A statutory NFU is key to prevent crisis escalation from ambiguity

Blair, 18

(Bruce Blair, nuclear security expert and a research scholar at the Program on Science and Global Security at Princeton and the co-founder of Global Zero, Strengthening Checks on Presidential Nuclear Launch Authority, January/February 2018, Arms Control Today,

U.S. nuclear launch protocol has important virtues and serious liabilities. Major changes are needed to constrain a president who would seek to initiate the first use of nuclear weapons without apparent cause and to prevent him or her from being pushed into making nuclear retaliatory decisions in haste.

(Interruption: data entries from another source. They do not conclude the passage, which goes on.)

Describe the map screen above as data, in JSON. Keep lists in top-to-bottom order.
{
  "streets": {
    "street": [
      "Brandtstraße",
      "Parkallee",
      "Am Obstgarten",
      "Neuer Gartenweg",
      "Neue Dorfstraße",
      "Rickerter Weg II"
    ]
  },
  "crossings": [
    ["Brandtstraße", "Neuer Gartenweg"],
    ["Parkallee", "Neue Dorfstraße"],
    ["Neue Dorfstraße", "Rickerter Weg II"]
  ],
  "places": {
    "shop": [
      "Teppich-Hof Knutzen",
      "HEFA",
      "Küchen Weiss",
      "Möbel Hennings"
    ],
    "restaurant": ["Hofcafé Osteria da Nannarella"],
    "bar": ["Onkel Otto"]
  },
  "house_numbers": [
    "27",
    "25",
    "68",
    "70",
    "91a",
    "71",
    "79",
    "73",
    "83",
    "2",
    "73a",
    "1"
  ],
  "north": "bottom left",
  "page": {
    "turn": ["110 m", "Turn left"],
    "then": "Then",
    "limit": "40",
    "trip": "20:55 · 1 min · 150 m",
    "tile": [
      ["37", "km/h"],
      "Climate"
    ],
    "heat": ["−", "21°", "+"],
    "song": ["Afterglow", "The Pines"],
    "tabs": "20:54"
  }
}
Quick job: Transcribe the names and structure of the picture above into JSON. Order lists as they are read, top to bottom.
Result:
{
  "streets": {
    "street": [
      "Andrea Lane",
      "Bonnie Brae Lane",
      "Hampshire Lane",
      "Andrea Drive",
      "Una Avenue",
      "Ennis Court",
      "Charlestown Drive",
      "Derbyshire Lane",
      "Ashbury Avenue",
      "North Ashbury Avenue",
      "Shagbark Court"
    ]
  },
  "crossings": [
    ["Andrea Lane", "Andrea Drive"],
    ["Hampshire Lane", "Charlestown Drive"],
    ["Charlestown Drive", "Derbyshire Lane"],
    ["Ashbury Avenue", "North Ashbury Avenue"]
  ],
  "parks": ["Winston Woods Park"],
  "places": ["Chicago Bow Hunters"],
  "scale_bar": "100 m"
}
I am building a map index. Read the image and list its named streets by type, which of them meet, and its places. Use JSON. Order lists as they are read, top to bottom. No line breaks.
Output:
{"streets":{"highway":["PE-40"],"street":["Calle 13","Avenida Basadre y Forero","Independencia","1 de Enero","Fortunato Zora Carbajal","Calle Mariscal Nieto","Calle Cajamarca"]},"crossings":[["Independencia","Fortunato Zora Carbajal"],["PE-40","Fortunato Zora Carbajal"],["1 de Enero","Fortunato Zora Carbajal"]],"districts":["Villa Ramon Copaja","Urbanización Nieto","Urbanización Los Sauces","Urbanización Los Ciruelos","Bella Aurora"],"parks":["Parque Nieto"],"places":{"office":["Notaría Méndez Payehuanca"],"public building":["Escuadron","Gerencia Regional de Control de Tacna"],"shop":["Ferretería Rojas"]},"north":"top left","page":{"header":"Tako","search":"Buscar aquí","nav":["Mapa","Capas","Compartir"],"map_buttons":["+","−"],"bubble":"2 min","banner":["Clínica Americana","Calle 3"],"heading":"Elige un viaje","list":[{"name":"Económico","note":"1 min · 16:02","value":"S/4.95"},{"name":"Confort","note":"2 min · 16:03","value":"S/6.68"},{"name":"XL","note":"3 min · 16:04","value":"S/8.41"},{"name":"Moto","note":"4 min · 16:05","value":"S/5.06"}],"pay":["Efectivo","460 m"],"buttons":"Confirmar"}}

The virtues of the protocol—the procedures and timelines for ordering the use of nuclear weapons and for carrying out such an order—are twofold. First, it concentrates launch authority at the highest level of the executive branch, the presidency, taking it out of the hands of the military and others. This is a function of paramount importance. The principle of civilian control over weapons of mass destruction must never be compromised. Together with the imposition of organizational and technical safeguards on the weapons and their handlers, the protocol elevates the locus of launch capability, as well as of launch authority, to the highest practical level.1

Second, it is designed to allow the president and the nuclear forces under his command to respond rapidly and decisively in the face of an enemy attack by nuclear-armed missiles that can fly from the opposite side of the planet to U.S. territory in 30 minutes or from forward-deployed submarines in 15 minutes.2 This is of critical importance in view of the acute vulnerability of U.S. nuclear command, control, and communications, as well as of a large portion of the U.S. strategic nuclear arsenal, particularly the silo-based missile force and the bomber fleet in its normal peacetime posture.3

Despite fast-flying inbound warheads, the protocol on paper provides enough time for detecting and assessing an attack, convening an emergency conference between the president and his top nuclear advisers, briefing the president on his options and their consequences, authenticating the president’s decision, and formatting and transmitting a launch order to the launch crews in time to ensure the survival and execution of their forces.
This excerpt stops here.